Based on Pixy's simplified data retrieval protocol, I'll show you how to receive and parse the information about visual object size and position on RPi over I2C bus using Windows 10 IoT Core application. In addition to implementing the technical side of the solution, I'll share my approach to architecturing the codebase. We will break the project into distinct layers, leverage the power of LINQ To Objects for processing data received from Pixy and put common design patterns to work for you. I am hoping that both robotic enthusiasts learning .NET as well as seasoned C# developers new to robotics will find something of interest here.
Background
Many of us when we first dive into robotics at some point have to pick our very first sensor to play with. Although I have not started with Pixy, for moderately experienced programmers, Pixy makes a reasonable first choice. It is crunching lots of visual info to deliver object positioning data to you in a compact format 50 times per second. Being able to track a visual object in your program with an investment of only $69 is pretty cool!

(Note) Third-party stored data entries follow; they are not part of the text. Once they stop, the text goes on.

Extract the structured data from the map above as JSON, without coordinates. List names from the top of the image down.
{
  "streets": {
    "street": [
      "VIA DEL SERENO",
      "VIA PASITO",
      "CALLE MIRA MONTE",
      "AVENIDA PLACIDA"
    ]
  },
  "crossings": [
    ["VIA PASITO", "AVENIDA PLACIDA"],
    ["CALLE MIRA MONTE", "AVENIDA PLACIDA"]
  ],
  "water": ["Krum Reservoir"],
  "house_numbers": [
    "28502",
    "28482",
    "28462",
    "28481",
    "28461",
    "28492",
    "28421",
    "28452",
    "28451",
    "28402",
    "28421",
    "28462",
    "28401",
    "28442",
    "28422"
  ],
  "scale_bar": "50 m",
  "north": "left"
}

I completed this project over a year ago on Raspberry PI 2 and Visual Studio 2015 but these days you can use RPI 3 Model B+ and VS 2017. At the time of this writing, Pixy CMUcam5 that I used remains the latest version of the device.
For robotics enthusiasts new to Windows 10 IoT Core and C#, I’d like to add that the freely available development framework provided by Microsoft enables mastering the same technology as what numerous professional programmers use to build enterprise software and commercial web sites. Using VS.NET and applying Object Oriented Programming principles, you can build a large well organized system positioned for growth. Standard design patterns, NuGet packages, code libraries and ready-to-use solutions are available to us allowing to extend an experimental app way beyond its original scope. If you consider separation of concerns, segregation of logic within layers and loose coupling between them early in your design, you will be enjoying your growing project for years to come. This remains true whether building robotics apps professionally or as a hobby.
Using Pixy Visual Sensor
Pixy delivers coordinates of several visual objects with preset color signature straight to the RPi in the format explained here.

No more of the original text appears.